THE SEVEN DIRTY SINS

Sometimes I almost panic and throw that dirty, greasy dishcloth out of my kitchen. Then it lies there stinking on my countertop for much longer than allowed. It's a real breeding ground for bacteria, but did you know we do many more dirty things in (and outside) our homes? Except for the five-second rule, which is complete nonsense by the way. I just saw it on Galileo, and it made me a bit cry (I've just eaten so many dirty things).
Look, I'm not really a mad housekeeper. But I'm making a brave attempt to keep that wriggling mass of microorganisms under control. Or well, I thought I was. Actually, I'm becoming a filthy mess, because I keep my shoes on in the house. And that's just one of the seven sins in terms of hygiene.
1. Yes, the dishcloth
Hold on, on a square centimeter of your dishcloth live millions of bacteria. MILLIONS (and after 24 hours billions), jeez guys. I see opportunities here for a self-cleaning countertop or dishcloths that dissolve after 24 hours. But until then... new day, new cloth. I promise.
2. The overflow thing of your sink
You know, that thing when your sink is too full and it drains out of there? That hole on the side. Let's just call it an overflow thing. It's too disgusting to look at, because almost no one cleans that. I don't know how you do it, but I stand there every morning and evening with my nose above it when I brush my teeth. Uuhhl.
“Okeeee, another illusion poorer.”
3. Wearing shoes in the house
I do kick them off when I flop down on the couch in the evening, but other than that? Nope. Shoes are my get-shit-done mode. It feels so good, strange story, I know. But not anymore, because I waltz the toxic substances right into my house. Yes, grass and asphalt are full of toxic stuff. And now the kicker: E Coli. Yes, the nasty one that loves to hang around in feces. I'm taking my shoes off now.
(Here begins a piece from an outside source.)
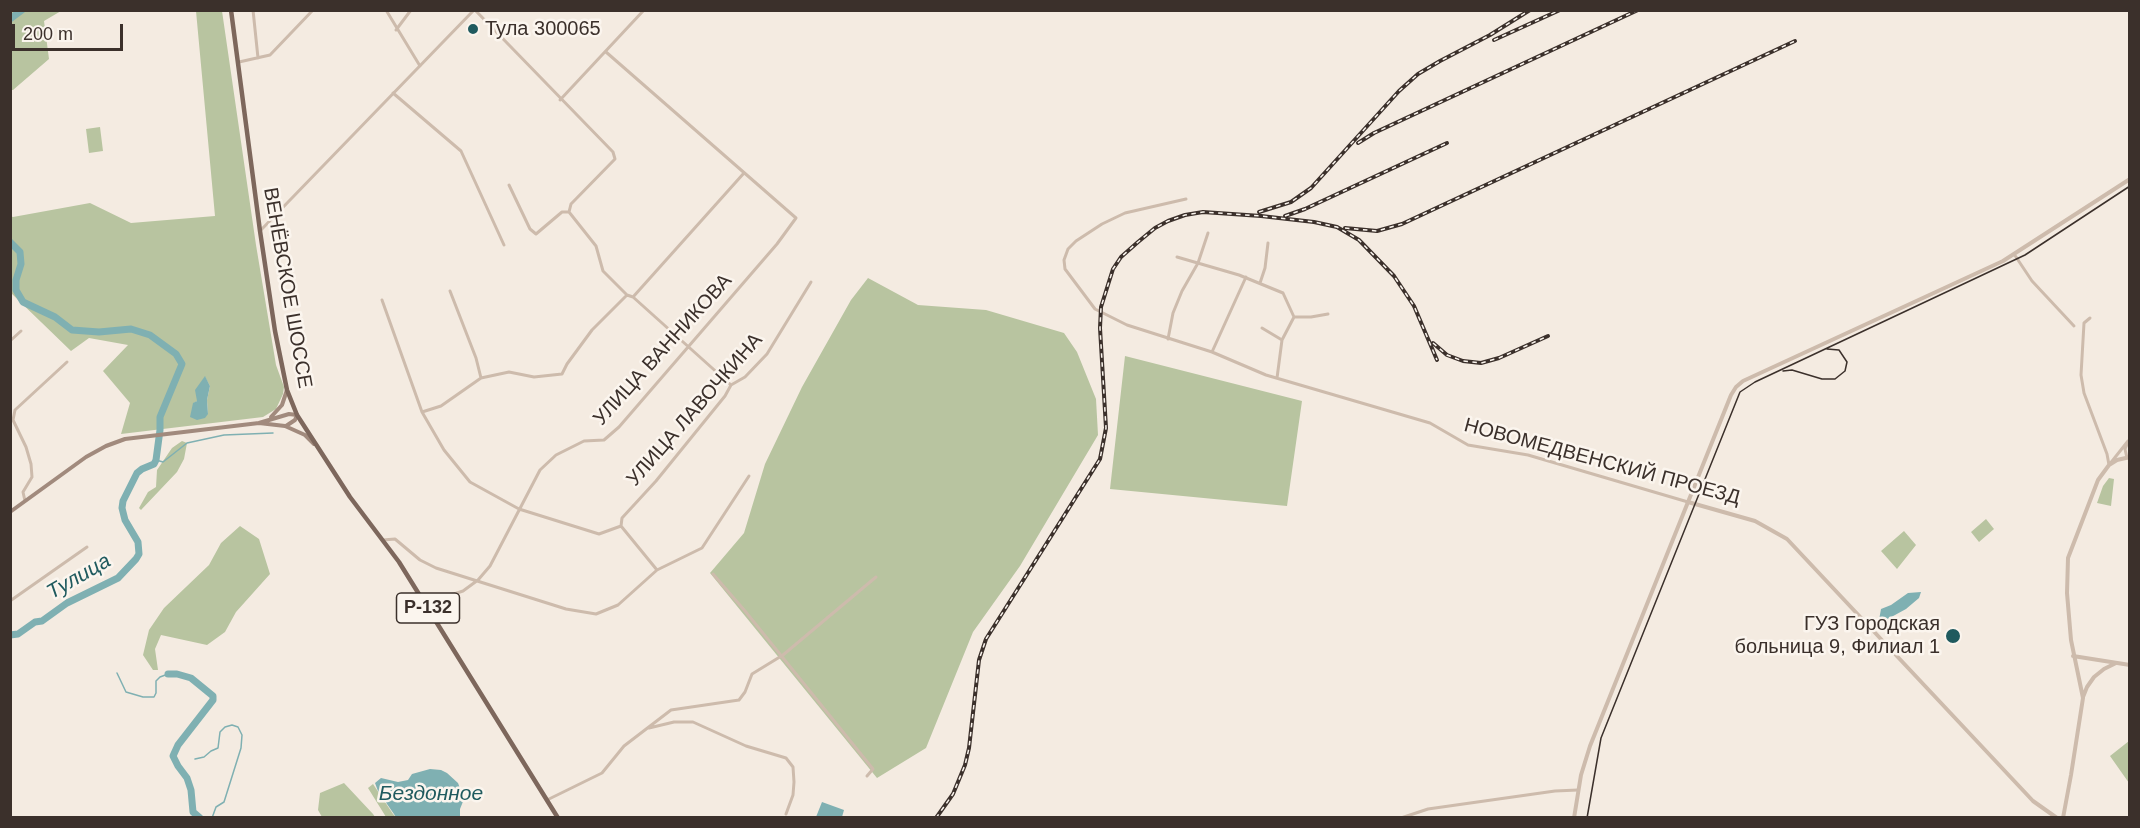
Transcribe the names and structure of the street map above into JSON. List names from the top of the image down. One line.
{"streets":{"main road":["ВЕНЁВСКОЕ ШОССЕ","Р-132"],"street":["УЛИЦА ВАННИКОВА","УЛИЦА ЛАВОЧКИНА","НОВОМЕДВЕНСКИЙ ПРОЕЗД"]},"water":["Тулица","Бездонное"],"places":["Тула 300065","ГУЗ Городская больница 9, Филиал 1"],"scale_bar":"200 m"}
4. Washing hands after peeing
Men generally see little use in washing hands after peeing. We ladies do that a lot more faithfully, but do you lather your hands with aggressive stuff after your business? Don't do it. With that antibacterial soap, you also wash away the protective substances down the drain. By the way, it's better to wash your hands for 15 seconds without soap, and then 5 seconds with. Okeeee, another illusion poorer.
5. Clean sheets
Ha, I do this (he does) every week. That's because I'm addicted to a crisp sheet. But single ladies, a warning. More than half of the free and happy men (specifically those between 18 and 25 years old) only change their bed once every three months. Manmanman, I'm so glad I have a cleaning man . The Dutch average for changing beds is once every two weeks, which is too little. That bed needs to go in the drum every week at 60 degrees, because it's crawling with mold, dust mites, and micro-things. Oh yes, are you down with a flu? Then twice a week please.
6. Whether you like them raw
So, nice and healthy in January? A little carrot with your water, cucumber on the cracker... Rats, rats, rats, over that cutting board. Get that antibacterial soap out (for the sake of it), because there are really, really dirty things on raw vegetables and that board doesn't help at all. The gut bacteria are also present here. And so present that even the RIVM is ringing the alarm. So wash, cook, or bake those veggies like a madman.
7. Nice cup?
My support, my refuge, my favorite in the morning. I'm of course talking about the coffee maker. But secretly, it's a little dirty. When you're having a strong cup with your sandwich (or açai, that works too) and you taste something weird? Just throw that in the sink, because then your coffee maker needs a bath. An vinegar bath. Molds thrive in dark and damp places, voilà... hence.